Many families have participated in this study through CCHMC (Cincinnati Children's Hospital). For contact information, please visit the Shwachman-Diamond America website. From inforamtion given out at CCHMC:
Why is this research being done?
Shwachman-Diamond Syndrome (SDS) is a rare condition which is usually diagnosed in infancy or early childhood. It can affect a wide range of organs but most commonly the digestion and the blood system are involved. Bone abnormalities and poor growth are also often seen in SDS patients. The main hematologic (blood) problem is reduced prduction of some types of white blood cells by teh bone marrow. The pancreas is normally responsible for digesting food, but in SDS it doesn;t make enough digestive enzymes (e.g. trypsin and amylase). However, we have found that people with SDS may have quite different symptoms in teh various organs. In some people, for example, the pancreatic problem is severe and patients need to take extra digestive enzymes with meals. In others, digestive function may improve enough to allow the enzymes to be discontinued. Similarly, some people have more difficulties with their blood problem than others. Some of our research is directed at trying to explain why these differences occur from one individual to another.
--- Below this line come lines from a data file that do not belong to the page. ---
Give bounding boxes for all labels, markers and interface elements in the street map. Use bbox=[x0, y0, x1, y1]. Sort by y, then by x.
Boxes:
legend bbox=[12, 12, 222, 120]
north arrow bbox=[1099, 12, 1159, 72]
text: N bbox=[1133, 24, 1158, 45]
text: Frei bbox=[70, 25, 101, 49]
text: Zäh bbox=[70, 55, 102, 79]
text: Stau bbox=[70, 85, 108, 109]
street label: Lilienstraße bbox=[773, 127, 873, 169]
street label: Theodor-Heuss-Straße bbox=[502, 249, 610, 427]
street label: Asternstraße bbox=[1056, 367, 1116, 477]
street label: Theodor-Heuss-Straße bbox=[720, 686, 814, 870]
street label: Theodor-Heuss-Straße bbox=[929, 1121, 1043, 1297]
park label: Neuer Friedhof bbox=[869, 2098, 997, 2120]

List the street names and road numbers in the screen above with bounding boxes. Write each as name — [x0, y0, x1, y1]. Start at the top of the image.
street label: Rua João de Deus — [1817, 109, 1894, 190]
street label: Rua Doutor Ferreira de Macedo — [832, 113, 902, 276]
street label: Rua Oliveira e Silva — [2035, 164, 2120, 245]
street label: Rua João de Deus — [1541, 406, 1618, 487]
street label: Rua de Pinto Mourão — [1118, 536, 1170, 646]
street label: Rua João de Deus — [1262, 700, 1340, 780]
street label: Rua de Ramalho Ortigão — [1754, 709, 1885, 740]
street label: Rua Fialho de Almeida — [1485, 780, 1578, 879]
Researchers at th Hospital for Sick Children have recently identified the altered gene (SBDS) gene that causes Shwachman-Diamond Syndrome. To date, a number of genetic mutations (mistakes in the SBDS gene) have been found in people who have this syndrome. In addition to the 3 common mutations which account for 75% of all mutations found, there are a ariety of less common mutations.
Healthy people with the normal SBDS gene make SBDS protein in their cells, whereas patients with mutations of teh SBDS gene do not produce this protein or only make very little. This special protein can be measured in blood samples. The amount of the SBDS protein detected in teh blood may vary depending on the tpe of SBDS mutation that is inherited. We think it is important to measure the amount of SBDS protein because it may help us to understand why SDS affects people differently. In addition, we think that measuring the SBDS protein in the blood may be helpful to make a diagnosis of SDS (or rule out the diagnosis), because it is not always possible to screen for all the SBDS mutations.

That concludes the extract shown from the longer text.